Beginning with the first line of the data below, reproduce every line unchanged, ending with the line that holds "position:absolute; width:44px; margin:-22px;".

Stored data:
.....
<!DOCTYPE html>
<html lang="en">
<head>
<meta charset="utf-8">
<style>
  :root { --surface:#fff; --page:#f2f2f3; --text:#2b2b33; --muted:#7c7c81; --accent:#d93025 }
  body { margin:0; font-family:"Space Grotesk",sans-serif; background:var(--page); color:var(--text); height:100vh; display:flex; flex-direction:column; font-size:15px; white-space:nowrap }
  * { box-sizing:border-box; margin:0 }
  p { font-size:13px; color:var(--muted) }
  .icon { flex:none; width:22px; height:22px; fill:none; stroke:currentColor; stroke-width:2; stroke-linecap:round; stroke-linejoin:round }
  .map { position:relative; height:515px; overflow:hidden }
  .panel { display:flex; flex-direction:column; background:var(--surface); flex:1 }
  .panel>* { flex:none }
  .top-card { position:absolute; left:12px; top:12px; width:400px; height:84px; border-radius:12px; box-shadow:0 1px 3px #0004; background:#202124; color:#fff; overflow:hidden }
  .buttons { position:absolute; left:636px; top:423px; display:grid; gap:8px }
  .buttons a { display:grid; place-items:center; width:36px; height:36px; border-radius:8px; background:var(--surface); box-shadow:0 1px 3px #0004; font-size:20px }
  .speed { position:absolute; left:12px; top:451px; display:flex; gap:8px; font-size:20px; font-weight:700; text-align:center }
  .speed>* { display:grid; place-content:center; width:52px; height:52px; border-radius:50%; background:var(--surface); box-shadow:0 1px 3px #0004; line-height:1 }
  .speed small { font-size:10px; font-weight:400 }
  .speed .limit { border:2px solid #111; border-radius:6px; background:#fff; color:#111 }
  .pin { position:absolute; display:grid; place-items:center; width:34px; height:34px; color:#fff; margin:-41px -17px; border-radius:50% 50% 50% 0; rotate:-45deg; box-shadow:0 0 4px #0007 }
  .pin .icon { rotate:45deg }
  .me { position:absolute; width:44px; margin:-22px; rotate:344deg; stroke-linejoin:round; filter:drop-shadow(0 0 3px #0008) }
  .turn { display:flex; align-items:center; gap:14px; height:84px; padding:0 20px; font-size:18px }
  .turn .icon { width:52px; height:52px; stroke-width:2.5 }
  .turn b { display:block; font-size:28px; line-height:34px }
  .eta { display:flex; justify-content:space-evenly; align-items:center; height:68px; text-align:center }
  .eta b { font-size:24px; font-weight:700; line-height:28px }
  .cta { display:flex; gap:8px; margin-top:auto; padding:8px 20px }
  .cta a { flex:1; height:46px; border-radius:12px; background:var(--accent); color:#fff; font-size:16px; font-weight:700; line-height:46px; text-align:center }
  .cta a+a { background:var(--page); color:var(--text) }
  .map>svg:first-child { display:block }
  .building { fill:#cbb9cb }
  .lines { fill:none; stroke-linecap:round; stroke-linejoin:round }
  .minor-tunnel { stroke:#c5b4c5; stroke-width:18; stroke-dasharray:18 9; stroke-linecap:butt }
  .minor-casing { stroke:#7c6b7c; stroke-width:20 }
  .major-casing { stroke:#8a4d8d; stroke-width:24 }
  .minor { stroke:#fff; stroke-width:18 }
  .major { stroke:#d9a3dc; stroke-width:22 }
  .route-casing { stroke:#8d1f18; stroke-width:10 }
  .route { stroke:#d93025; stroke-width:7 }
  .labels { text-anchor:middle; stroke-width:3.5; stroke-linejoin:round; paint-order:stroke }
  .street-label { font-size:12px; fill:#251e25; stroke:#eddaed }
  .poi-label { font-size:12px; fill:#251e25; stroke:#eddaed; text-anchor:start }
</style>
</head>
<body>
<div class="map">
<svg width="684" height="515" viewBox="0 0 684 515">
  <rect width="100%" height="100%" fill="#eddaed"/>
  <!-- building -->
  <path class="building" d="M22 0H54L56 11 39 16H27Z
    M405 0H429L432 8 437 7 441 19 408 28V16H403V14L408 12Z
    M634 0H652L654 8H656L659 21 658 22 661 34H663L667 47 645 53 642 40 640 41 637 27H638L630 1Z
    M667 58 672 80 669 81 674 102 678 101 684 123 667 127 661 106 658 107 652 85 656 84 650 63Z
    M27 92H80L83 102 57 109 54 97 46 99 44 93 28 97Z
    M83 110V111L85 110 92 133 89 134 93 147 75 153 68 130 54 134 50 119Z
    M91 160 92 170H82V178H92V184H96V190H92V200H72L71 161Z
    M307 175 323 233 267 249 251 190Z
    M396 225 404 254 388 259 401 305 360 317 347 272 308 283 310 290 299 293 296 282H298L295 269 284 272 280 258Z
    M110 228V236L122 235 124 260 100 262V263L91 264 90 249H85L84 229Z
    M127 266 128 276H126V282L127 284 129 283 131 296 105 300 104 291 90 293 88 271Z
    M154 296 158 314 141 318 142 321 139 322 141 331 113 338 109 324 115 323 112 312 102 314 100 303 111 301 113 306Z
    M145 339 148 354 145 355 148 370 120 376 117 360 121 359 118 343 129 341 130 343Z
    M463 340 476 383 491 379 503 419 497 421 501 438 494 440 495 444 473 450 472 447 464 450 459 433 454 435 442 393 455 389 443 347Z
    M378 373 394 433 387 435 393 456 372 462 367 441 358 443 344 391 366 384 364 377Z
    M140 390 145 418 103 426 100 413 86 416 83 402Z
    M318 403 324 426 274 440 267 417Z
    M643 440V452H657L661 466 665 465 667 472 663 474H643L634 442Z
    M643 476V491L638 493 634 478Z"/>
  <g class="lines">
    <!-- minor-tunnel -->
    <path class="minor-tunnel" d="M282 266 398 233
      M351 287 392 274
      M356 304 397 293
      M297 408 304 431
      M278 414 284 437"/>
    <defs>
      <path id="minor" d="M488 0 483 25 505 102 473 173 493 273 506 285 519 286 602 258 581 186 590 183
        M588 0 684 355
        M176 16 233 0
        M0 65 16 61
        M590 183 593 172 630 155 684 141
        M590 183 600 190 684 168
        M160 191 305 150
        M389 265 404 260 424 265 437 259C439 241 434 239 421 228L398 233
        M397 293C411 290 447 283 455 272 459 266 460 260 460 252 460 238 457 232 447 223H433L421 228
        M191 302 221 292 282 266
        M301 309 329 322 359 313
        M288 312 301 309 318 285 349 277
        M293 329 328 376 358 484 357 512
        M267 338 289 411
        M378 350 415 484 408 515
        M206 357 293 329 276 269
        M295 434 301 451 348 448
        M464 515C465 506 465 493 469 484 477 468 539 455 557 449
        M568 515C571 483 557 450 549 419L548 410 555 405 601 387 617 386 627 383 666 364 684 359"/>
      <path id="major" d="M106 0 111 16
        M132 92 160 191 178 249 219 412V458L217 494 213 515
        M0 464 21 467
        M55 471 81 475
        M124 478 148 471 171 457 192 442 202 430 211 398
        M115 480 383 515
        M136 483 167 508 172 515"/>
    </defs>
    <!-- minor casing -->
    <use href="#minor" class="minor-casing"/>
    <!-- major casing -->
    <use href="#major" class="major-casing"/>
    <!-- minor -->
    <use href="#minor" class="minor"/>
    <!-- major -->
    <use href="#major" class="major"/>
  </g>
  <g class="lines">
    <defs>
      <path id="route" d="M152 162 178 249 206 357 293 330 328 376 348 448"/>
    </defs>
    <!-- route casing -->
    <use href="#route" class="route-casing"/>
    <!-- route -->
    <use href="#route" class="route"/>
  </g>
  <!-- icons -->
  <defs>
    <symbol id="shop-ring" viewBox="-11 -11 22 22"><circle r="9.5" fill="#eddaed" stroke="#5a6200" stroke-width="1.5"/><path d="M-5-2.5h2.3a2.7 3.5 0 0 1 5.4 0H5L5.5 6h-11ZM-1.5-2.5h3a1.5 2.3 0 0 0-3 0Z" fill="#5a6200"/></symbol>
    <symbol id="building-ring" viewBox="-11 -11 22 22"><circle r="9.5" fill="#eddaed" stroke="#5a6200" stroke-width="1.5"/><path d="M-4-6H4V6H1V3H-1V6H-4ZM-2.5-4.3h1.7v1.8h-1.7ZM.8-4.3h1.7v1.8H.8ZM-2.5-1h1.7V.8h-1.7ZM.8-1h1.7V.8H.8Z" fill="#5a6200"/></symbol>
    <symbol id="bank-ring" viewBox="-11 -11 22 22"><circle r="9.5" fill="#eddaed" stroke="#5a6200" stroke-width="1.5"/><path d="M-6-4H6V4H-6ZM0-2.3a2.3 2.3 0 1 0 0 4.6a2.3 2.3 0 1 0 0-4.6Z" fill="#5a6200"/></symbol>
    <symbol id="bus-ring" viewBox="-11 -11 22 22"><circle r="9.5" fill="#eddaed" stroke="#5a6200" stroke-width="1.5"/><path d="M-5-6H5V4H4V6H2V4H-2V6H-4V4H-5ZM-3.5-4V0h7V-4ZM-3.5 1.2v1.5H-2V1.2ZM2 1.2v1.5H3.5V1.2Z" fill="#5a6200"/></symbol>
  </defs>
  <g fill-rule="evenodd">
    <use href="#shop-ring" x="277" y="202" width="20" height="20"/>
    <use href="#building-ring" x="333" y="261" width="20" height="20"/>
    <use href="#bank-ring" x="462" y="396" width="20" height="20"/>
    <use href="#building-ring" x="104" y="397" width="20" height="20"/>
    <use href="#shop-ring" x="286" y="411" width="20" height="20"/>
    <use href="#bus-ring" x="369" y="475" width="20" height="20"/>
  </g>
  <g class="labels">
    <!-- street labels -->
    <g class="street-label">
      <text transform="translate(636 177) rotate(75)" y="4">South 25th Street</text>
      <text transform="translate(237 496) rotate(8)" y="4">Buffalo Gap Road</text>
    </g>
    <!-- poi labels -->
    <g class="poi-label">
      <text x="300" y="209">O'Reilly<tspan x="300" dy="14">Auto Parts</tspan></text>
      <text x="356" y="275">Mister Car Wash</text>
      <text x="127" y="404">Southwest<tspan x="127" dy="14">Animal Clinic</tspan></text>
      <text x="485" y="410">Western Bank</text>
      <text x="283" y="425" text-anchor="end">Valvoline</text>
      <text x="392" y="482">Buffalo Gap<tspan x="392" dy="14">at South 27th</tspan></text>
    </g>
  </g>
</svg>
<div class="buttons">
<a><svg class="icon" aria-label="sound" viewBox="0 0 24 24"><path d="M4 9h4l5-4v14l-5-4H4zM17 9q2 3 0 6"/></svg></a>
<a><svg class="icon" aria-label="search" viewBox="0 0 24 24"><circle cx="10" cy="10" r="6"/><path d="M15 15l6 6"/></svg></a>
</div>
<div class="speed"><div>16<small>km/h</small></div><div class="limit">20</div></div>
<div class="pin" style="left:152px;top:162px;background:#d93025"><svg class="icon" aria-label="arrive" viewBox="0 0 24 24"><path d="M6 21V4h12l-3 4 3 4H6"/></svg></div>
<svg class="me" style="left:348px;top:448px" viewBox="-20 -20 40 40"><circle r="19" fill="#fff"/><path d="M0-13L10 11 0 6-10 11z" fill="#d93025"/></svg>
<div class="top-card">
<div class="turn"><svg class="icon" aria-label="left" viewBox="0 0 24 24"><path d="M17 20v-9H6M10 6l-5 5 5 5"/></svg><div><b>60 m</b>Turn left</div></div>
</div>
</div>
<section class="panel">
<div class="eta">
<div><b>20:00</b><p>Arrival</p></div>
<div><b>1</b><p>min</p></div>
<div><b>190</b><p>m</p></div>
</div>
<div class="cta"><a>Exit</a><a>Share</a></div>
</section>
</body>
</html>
.....
**ANSWER TO THIS PROBLEM:**
<!DOCTYPE html>
<html lang="en">
<head>
<meta charset="utf-8">
<style>
  :root { --surface:#fff; --page:#f2f2f3; --text:#2b2b33; --muted:#7c7c81; --accent:#d93025 }
  body { margin:0; font-family:"Space Grotesk",sans-serif; background:var(--page); color:var(--text); height:100vh; display:flex; flex-direction:column; font-size:15px; white-space:nowrap }
  * { box-sizing:border-box; margin:0 }
  p { font-size:13px; color:var(--muted) }
  .icon { flex:none; width:22px; height:22px; fill:none; stroke:currentColor; stroke-width:2; stroke-linecap:round; stroke-linejoin:round }
  .map { position:relative; height:515px; overflow:hidden }
  .panel { display:flex; flex-direction:column; background:var(--surface); flex:1 }
  .panel>* { flex:none }
  .top-card { position:absolute; left:12px; top:12px; width:400px; height:84px; border-radius:12px; box-shadow:0 1px 3px #0004; background:#202124; color:#fff; overflow:hidden }
  .buttons { position:absolute; left:636px; top:423px; display:grid; gap:8px }
  .buttons a { display:grid; place-items:center; width:36px; height:36px; border-radius:8px; background:var(--surface); box-shadow:0 1px 3px #0004; font-size:20px }
  .speed { position:absolute; left:12px; top:451px; display:flex; gap:8px; font-size:20px; font-weight:700; text-align:center }
  .speed>* { display:grid; place-content:center; width:52px; height:52px; border-radius:50%; background:var(--surface); box-shadow:0 1px 3px #0004; line-height:1 }
  .speed small { font-size:10px; font-weight:400 }
  .speed .limit { border:2px solid #111; border-radius:6px; background:#fff; color:#111 }
  .pin { position:absolute; display:grid; place-items:center; width:34px; height:34px; color:#fff; margin:-41px -17px; border-radius:50% 50% 50% 0; rotate:-45deg; box-shadow:0 0 4px #0007 }
  .pin .icon { rotate:45deg }
  .me { position:absolute; width:44px; margin:-22px; rotate:344deg; stroke-linejoin:round; filter:drop-shadow(0 0 3px #0008) }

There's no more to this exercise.